Big Data workloads

Big data workload can be grouped into two different types: Operational Workloads (also referred to as real-time, interactive workloads) and Analytical Workloads (also referred to as offline workload). Different type of workloads presents different challenges and need different classes of technology to support, although both types of the workloads tend to operate over many servers operating in a cluster, managing tens or hundreds of terabytes of data across billions of records.

Operational workloads

Operational workloads usually imply Online Transaction Processing (OLTP), where data is created, ingested, transformed, managed and/or analysed in real-time to support operational applications and their users.

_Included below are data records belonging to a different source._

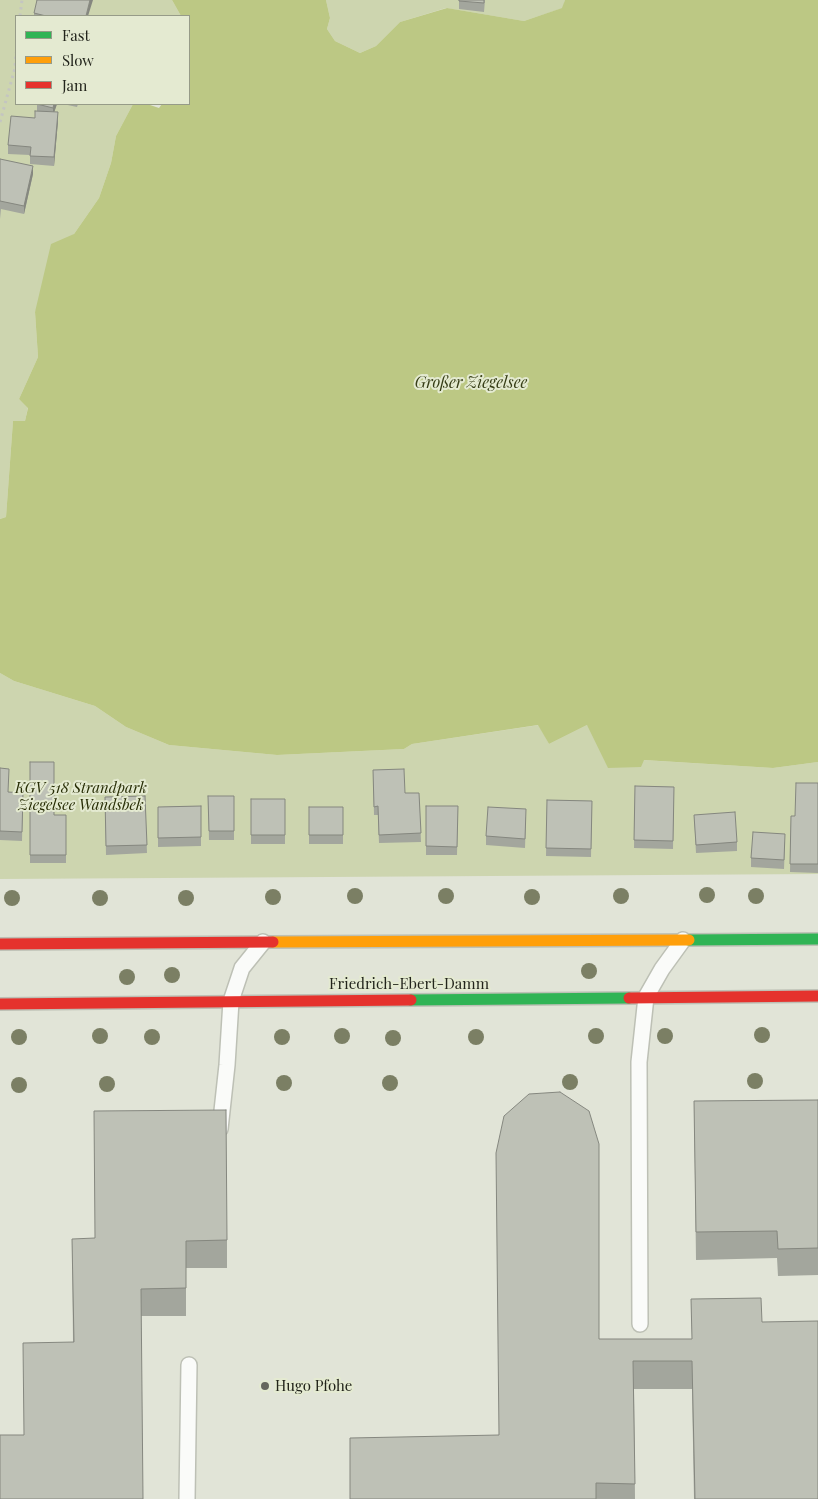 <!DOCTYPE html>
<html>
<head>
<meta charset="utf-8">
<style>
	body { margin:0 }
	#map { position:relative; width:818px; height:1499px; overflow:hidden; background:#e1e4d7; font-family:"Playfair Display",serif }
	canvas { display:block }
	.legend { position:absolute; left:15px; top:15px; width:175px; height:90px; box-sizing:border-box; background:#e4ead1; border:1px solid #969b88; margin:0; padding:6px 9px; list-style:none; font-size:15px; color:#22241b }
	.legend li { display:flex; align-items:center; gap:10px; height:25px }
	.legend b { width:25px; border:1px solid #969b88 }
</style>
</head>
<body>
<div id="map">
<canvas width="818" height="1499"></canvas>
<ul class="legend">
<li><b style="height:6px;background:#30b455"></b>Fast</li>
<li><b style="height:6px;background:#ff9f0a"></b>Slow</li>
<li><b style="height:6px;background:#e5322d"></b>Jam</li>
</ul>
</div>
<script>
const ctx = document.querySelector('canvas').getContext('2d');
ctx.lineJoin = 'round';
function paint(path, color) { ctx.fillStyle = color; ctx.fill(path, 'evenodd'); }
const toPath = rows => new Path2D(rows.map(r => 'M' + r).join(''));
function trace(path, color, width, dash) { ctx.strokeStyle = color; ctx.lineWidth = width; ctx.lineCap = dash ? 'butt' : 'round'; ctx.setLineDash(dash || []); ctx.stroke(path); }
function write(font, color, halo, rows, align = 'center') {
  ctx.font = font + ' "Playfair Display",serif'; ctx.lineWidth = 4; ctx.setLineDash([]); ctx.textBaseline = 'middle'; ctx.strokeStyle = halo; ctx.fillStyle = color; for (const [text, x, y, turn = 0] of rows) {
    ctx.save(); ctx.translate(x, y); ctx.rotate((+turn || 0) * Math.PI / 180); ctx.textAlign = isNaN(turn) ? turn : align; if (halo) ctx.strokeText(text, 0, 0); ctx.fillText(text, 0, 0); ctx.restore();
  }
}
const green = toPath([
	[0,0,172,0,181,16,16,16,16,104,133,104,116,136,111,163,99,198,74,234,35,312,38,357,19,399,28,407,25,421,13,421,6,517,0,519],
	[326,0,565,0,563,8,524,21,446,8,400,22,376,46,360,53,335,41,327,29,330,18],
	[0,673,14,681,95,706,126,727,169,745,277,755,404,749,412,744,539,725,549,744,587,725,643,760,773,768,818,762,818,874,0,879]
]);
const water = toPath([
	[172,0,326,0,330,18,327,29,335,41,360,53,376,46,400,22,447,8,524,21,562,8,565,0,818,0,818,762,773,768,644,760,641,767,608,768,587,725,549,744,538,725,412,744,404,749,277,755,169,745,126,727,95,706,14,681,0,673,0,519,6,517,13,421,25,421,28,408,19,399,38,357,35,312,51,244,74,234,99,198,111,163,116,136,133,104,147,104,159,108,162,104,189,104,189,16,181,16]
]);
const path = toPath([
	[20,16,22,0],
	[0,122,15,68,16,52]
]);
const lane = toPath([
	[220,1129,227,1065,231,1001,242,968,263,942],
	[640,1324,639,1062,646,997,662,969,683,940],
	[187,1499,189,1365]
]);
const fast = toPath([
	[689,940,818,939],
	[411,1000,629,998]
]);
const slow = toPath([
	[273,942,689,940]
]);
const jam = toPath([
	[0,944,273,942],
	[629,998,818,996],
	[0,1004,411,1000]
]);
const trees = [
	[707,895],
	[355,896],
	[446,896],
	[621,896],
	[756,896],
	[273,897],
	[532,897],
	[12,898],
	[100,898],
	[186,898],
	[589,971],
	[172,975],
	[127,977],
	[762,1035],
	[100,1036],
	[342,1036],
	[596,1036],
	[665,1036],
	[19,1037],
	[152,1037],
	[282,1037],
	[476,1037],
	[393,1038],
	[755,1081],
	[570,1082],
	[284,1083],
	[390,1083],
	[107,1084],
	[19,1085]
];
const wall = toPath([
	[459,0,485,0,484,12,459,9],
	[34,13,88,16,34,16],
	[35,104,57,104,54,112,58,121,54,166,30,164,30,155,8,154,8,145,35,118,37,111,37,104],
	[63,104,78,104,77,107],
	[0,159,33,174,24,214,1,209,0,219],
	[30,762,54,815,66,815,66,863,30,863],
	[0,768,8,792,23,793,22,841,0,840],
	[373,770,405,793,419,793,421,842,379,843,378,815,374,815],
	[818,783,818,873,790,872,791,816,795,816],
	[635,786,674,787,673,849,634,848],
	[145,796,147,853,106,855,105,797],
	[208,796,234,796,234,840,209,840],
	[251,799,285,799,285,844,251,844],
	[547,800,592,801,591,857,546,856],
	[201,806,201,846,158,847,158,807],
	[426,806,458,806,457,855,426,855],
	[309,807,343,807,343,844,309,844],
	[694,815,737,842,737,851,696,853],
	[526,817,525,848,486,845,486,836],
	[785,842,784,869,751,867,751,858],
	[818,1100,818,1275,778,1276,777,1258,696,1260,694,1101],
	[72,1239,227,1240,227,1268,186,1268,186,1316,141,1316,24,1435,73,1342],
	[691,1299,762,1322,818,1499,694,1499,692,1389,634,1389,635,1499,350,1499,499,1435,599,1339,692,1339]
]);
const shadedWall = toPath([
	[90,0,93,0,88,16,86,16],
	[54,104,57,104,53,116,53,108],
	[58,112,58,121,54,166,54,157],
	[33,166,33,174,24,214,24,206]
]);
const building = toPath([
	[37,0,90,0,86,16,46,16,34,13,37,0],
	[459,0,484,0,484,3,459,1,459,0],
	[37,104,54,104,53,108,37,104],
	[35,111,58,112,54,157,30,156,31,147,8,145,11,116,35,118,35,111],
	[0,159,33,166,24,206,0,201,0,159],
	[30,762,54,762,54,815,66,815,66,855,30,855,30,762],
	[0,768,9,769,8,792,23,793,22,832,0,831,0,768],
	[404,769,405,793,419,793,421,833,379,835,378,806,374,807,373,770,404,769],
	[796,783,818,783,818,864,790,864,791,816,795,816,796,783],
	[635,786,674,787,673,841,634,840,635,786],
	[145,796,147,845,106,846,105,797,145,796],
	[208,796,234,796,234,831,209,831,208,796],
	[251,799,285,799,285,835,251,835,251,799],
	[547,800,592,801,591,849,546,848,547,800],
	[201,806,201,837,158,838,158,807,201,806],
	[426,806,458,806,457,847,426,846,426,806],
	[309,807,343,807,343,835,309,835,309,807],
	[488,807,526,809,525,839,486,836,488,807],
	[735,812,737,842,696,845,694,815,735,812],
	[753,832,785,834,784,860,751,858,753,832],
	[560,1092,589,1111,599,1144,599,1339,692,1339,691,1299,761,1298,762,1322,818,1321,818,1499,695,1499,692,1361,633,1361,635,1484,596,1483,596,1499,350,1499,350,1438,499,1435,496,1153,504,1116,529,1094,560,1092],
	[818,1100,818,1248,778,1249,777,1231,696,1232,694,1101,818,1100],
	[226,1110,227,1240,186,1241,186,1288,141,1289,143,1499,0,1499,0,1435,24,1435,23,1343,74,1342,72,1239,95,1238,94,1111,226,1110]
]);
const markers = [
	[265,1386,5,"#65675d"]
];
const parkNames = [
	["KGV 518 Strandpark",81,788],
	["Ziegelsee Wandsbek",81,805]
];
const streetNames = [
	["Friedrich-Ebert-Damm",409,984]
];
const poiNames = [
	["Hugo Pfohe",275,1386]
];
const waterNames = [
	["Großer Ziegelsee",471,383]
];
paint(green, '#cdd5af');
paint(water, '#bcc884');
trace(lane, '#bdc0b5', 18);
trace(fast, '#bdc0b5', 14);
trace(slow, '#bdc0b5', 14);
trace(jam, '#bdc0b5', 14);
trace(path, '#c4c5c1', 3, [2.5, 4]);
trace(lane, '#fafbf9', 15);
trace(fast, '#30b455', 11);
trace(slow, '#ff9f0a', 11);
trace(jam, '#e5322d', 11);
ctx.fillStyle = '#7b7f64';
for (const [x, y] of trees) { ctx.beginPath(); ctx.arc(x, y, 8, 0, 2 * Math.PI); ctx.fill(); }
paint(wall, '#a3a69d');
paint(shadedWall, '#85877f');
paint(building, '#bec1b6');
trace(building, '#85877f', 1);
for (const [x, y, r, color] of markers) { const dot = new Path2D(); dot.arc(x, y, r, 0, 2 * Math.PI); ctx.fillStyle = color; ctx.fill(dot); trace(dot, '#e4ead1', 2); }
write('italic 15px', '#272d05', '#e4ead1', parkNames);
write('15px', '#22241b', '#e4ead1', streetNames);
write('15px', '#22241b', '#e4ead1', poiNames, 'left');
write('italic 16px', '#373e17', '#e4ead1', waterNames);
</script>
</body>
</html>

Latency for these applications must be very low and availability must be high.

Operational workloads typically touch specific parts of a data set in predictable ways, and normally include large number of short, discrete, atomic transactions. This type of workloads emphasis on high throughput (transactions per second), concurrency, and maintaining data integrity in multi-user environments.

Example operational workloads include:: serving content and product catalogues from a web site; real-time analytics of sensor data; personalising user experiences in e-Commerce applications

Analytical workloads

Analytical workloads usually imply applications that ingest, transform, manage and/or analyse data in a batch or interactive processing. This type of workloads involves retrospective, complex analysis that may touch most or all of the data, may use data from many parts of a data set and work in ad-hoc manner, and typically do not create new data.

Comparing to operational applications, analytical applications normally have fewer users submitting fewer requests, but those queries can be very complex and resource intensive. Response time of analytical application is frequently measured in tens to hundreds of seconds.

Example analytical workloads include:: Modelling; Forecasting; Decision Support; Forensics; ad hoc analysis

Operational vs. Analytical

Main features of operational and analytical workloads are listed comparatively in the table below:

	Operational	Analytical
Latency	1 ms - 100 ms	1 min - 100 min
Concurrency	1000 - 100,000	1 - 10
Access Pattern	Writes and Reads	Reads
Queries	Selective	Unselective
Data Scope	Operational	Retrospective
End User	Customer	Data Scientist
Technology	NoSQL	MapReduce, MPP Database

NoSQL Big Data System

NoSQL Big Data systems have emerged to address a broad set of operational Big Data workloads. NoSQL Big Data systems are designed to take advantage of new cloud computing architectures to allow massive computations to be run inexpensively and efficiently. This makes operational Big Data workloads much easier to manage, and cheaper and faster to implement.

NoSQL technologies, which were developed to address the shortcomings of relational databases in the modern computing environment, are faster and scale much more quickly and inexpensively than relational databases.

In addition to user interactions with data, most operational systems need to provide some degree of real-time intelligence about the active data in the system. Some NoSQL systems can provide insights into patterns and trends based on real-time data with minimal coding and without the need for data scientists and additional infrastructure.
Data scaling

With the exponential increases in the volume of data being produced and processed, many company’s databases are being overwhelmed with the deluge of data they are facing. Data scaling is necessary to accommodate performance issues arisen in the growth of data, either in traffic or volume.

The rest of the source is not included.